University of Chicago Press, 2005

Drawing Theories Apart: The Dispersion of Feynman Diagrams in Postwar Physics

David Kaiser

Winner of the 2007 Pfizer Prize from the History of Science Society.

Feynman diagrams have revolutionized nearly every aspect of theoretical physics since the middle of the twentieth century. Introduced by the American physicist Richard Feynman (1918-88) soon after World War II as a means of simplifying lengthy calculations in quantum electrodynamics, they soon gained adherents in many branches of the discipline. Yet as new physicists adopted the tiny line drawings, they also adapted the diagrams and introduced their own interpretations. Drawing Theories Apart traces how generations of young theorists learned to frame their research in terms of the diagrams—and how both the diagrams and their users were molded in the process.

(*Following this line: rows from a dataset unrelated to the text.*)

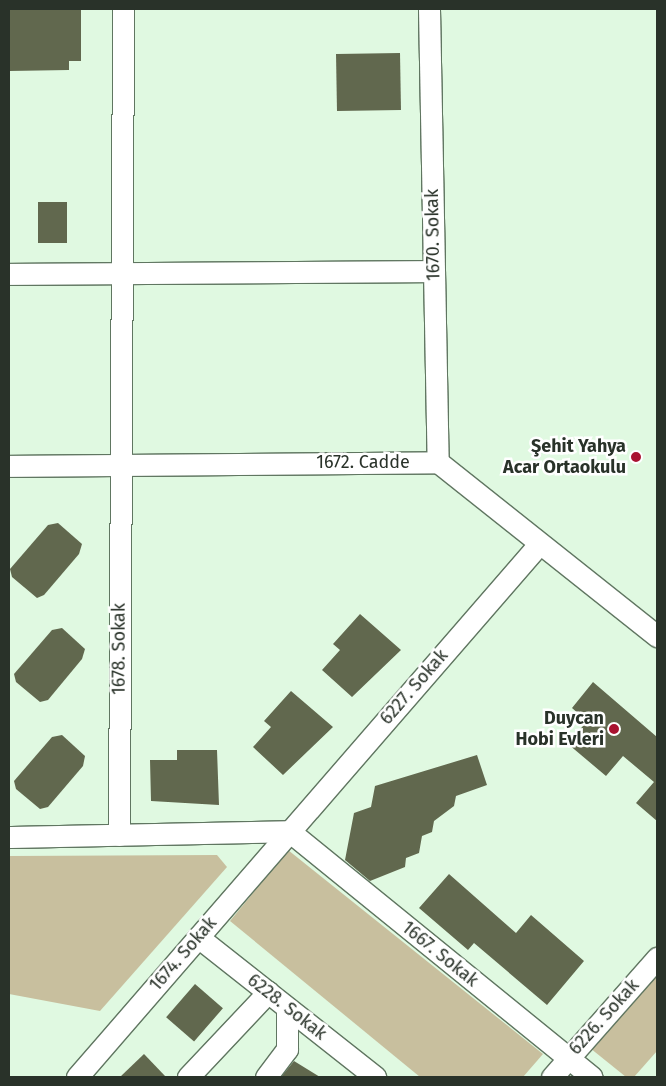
<!DOCTYPE html>
<html>
<head>
<meta charset="utf-8">
<style>
  body { margin:0 }
  #map { position:relative; width:666px; height:1086px; overflow:hidden; background:#e0f9e1; font-family:"Fira Sans",sans-serif }
  div>[style] { position:absolute }
  .green>* { inset:0; background:#c8bf9e }
  .building>* { inset:0; background:#61684e; transform-origin:0 0 }
  .roads { filter:drop-shadow(1px 0 #607661) drop-shadow(-1px 0 #607661) drop-shadow(0 1px #607661) drop-shadow(0 -1px #607661) }
  .minor>* { height:21px; margin:-10.5px; padding:0 10.5px; transform-origin:10.5px; border-radius:10.5px; background:#fff }
  .dots>* { width:14px; height:14px; translate:-50% -50%; box-sizing:border-box; border:2px solid #fff; border-radius:50% }
  span { translate:-50% -50%; white-space:nowrap; text-align:center; line-height:1.15; -webkit-text-stroke:5px #fff; paint-order:stroke }
  .street-label { font-size:18px; color:#293229 }
  .poi-label { font-size:18px; color:#293229; font-weight:700 }
  .right { translate:-100% -50%; text-align:right }
  .frame { position:absolute; inset:0; border:10px solid #293229; pointer-events:none }
</style>
</head>
<body>
<div id="map">
  <div class="green">
    <i style="clip-path:polygon(288px 850px,543px 1054px,523px 1077px,420px 1077px,230px 921px)"></i>
    <i style="clip-path:polygon(217px 855px,227px 867px,100px 1011px,9px 994px,9px 856px)"></i>
    <i style="clip-path:polygon(657px 974px,657px 1051px,634px 1077px,626px 1077px,590px 1048px)"></i>
  </div>
  <div class="building">
    <i style="clip-path:polygon(9px 9px,81px 9px,81px 61px,69px 61px,69px 70px,9px 71px)"></i>
    <i style="left:400px;top:53px;width:57px;height:64px;rotate:89deg"></i>
    <i style="left:38px;top:202px;width:29px;height:41px"></i>
    <i style="clip-path:polygon(58px 523px,82px 544px,79px 554px,44px 595px,37px 598px,12px 577px,10px 569px,48px 525px)"></i>
    <i style="clip-path:polygon(360px 614px,401px 650px,352px 697px,322px 670px,340px 650px,333px 644px)"></i>
    <i style="clip-path:polygon(62px 628px,85px 649px,82px 659px,48px 700px,40px 702px,16px 682px,14px 674px,52px 630px)"></i>
    <i style="clip-path:polygon(593px 682px,657px 737px,657px 821px,636px 803px,654px 782px,623px 756px,606px 776px,568px 744px,587px 721px,572px 708px)"></i>
    <i style="clip-path:polygon(291px 691px,333px 727px,283px 775px,253px 747px,271px 727px,264px 721px)"></i>
    <i style="clip-path:polygon(62px 735px,85px 756px,83px 766px,48px 807px,40px 809px,16px 789px,14px 781px,52px 737px)"></i>
    <i style="clip-path:polygon(177px 750px,217px 750px,219px 805px,151px 801px,150px 760px,177px 760px)"></i>
    <i style="clip-path:polygon(477px 755px,487px 785px,456px 796px,454px 806px,434px 821px,432px 832px,422px 836px,419px 853px,406px 858px,405px 867px,370px 881px,345px 860px,354px 813px,371px 807px,375px 786px)"></i>
    <i style="clip-path:polygon(449px 874px,516px 933px,531px 915px,584px 961px,547px 1005px,474px 943px,468px 950px,419px 908px)"></i>
    <i style="left:195px;top:984px;width:37px;height:44px;rotate:41deg"></i>
    <i style="clip-path:polygon(144px 1054px,166px 1077px,120px 1077px)"></i>
    <i style="clip-path:polygon(294px 1061px,320px 1077px,281px 1077px)"></i>
  </div>
  <div class="roads">
    <div class="minor">
      <i style="left:429px;top:9px;width:453px;rotate:88.9deg"></i>
      <i style="left:9px;top:274px;width:424px;rotate:-0.4deg"></i>
      <i style="left:9px;top:466px;width:429px;rotate:-0.5deg"></i>
      <i style="left:438px;top:462px;width:280px;rotate:38.5deg"></i>
      <i style="left:289px;top:831px;width:390px;rotate:39.1deg"></i>
      <i style="left:119px;top:835px;width:826px;rotate:-89.72deg"></i>
      <i style="left:9px;top:837px;width:280px;rotate:-1.2deg"></i>
      <i style="left:198px;top:937px;width:226px;rotate:38.3deg"></i>
      <i style="left:77px;top:1077px;width:705px;rotate:-49.08deg"></i>
      <i style="left:188px;top:1077px;width:117px;rotate:-46.7deg"></i>
      <i style="left:266px;top:1077px;width:35px;rotate:-53deg"></i>
      <i style="left:287px;top:1049px;width:41px;rotate:-90deg"></i>
      <i style="left:552px;top:1077px;width:159px;rotate:-48.6deg"></i>
    </div>
  </div>
  <div class="dots">
    <i style="left:636px;top:457px;background:#a91230"></i>
    <i style="left:614px;top:729px;background:#a91230"></i>
  </div>
  <div class="street-label">
    <span style="left:433px;top:235px;rotate:-91deg">1670. Sokak</span>
    <span style="left:363px;top:462px">1672. Cadde</span>
    <span style="left:119px;top:649px;rotate:-90deg">1678. Sokak</span>
    <span style="left:414px;top:687px;rotate:-49deg">6227. Sokak</span>
    <span style="left:183px;top:954px;rotate:-49deg">1674. Sokak</span>
    <span style="left:440px;top:954px;rotate:39deg">1667. Sokak</span>
    <span style="left:287px;top:1007px;rotate:38deg">6228. Sokak</span>
    <span style="left:604px;top:1017px;rotate:-48deg">6226. Sokak</span>
  </div>
  <div class="poi-label">
    <span class="right" style="left:626px;top:457px">Şehit Yahya<br>Acar Ortaokulu</span>
    <span class="right" style="left:604px;top:729px">Duycan<br>Hobi Evleri</span>
  </div>
  <div class="frame"></div>
</div>
</body>
</html>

Drawing on rich archival materials, interviews, and more than five hundred scientific articles from the period, Drawing Theories Apart uses the Feynman diagrams as a means to explore the development of American postwar physics. By focusing on the ways young physicists learned new calculational skills, David Kaiser frames his story around the crafting and stabilizing of the basic tools in the physicist’s kit—thus offering the first book to follow the diagrams once they left Feynman’s hands and entered the physics vernacular.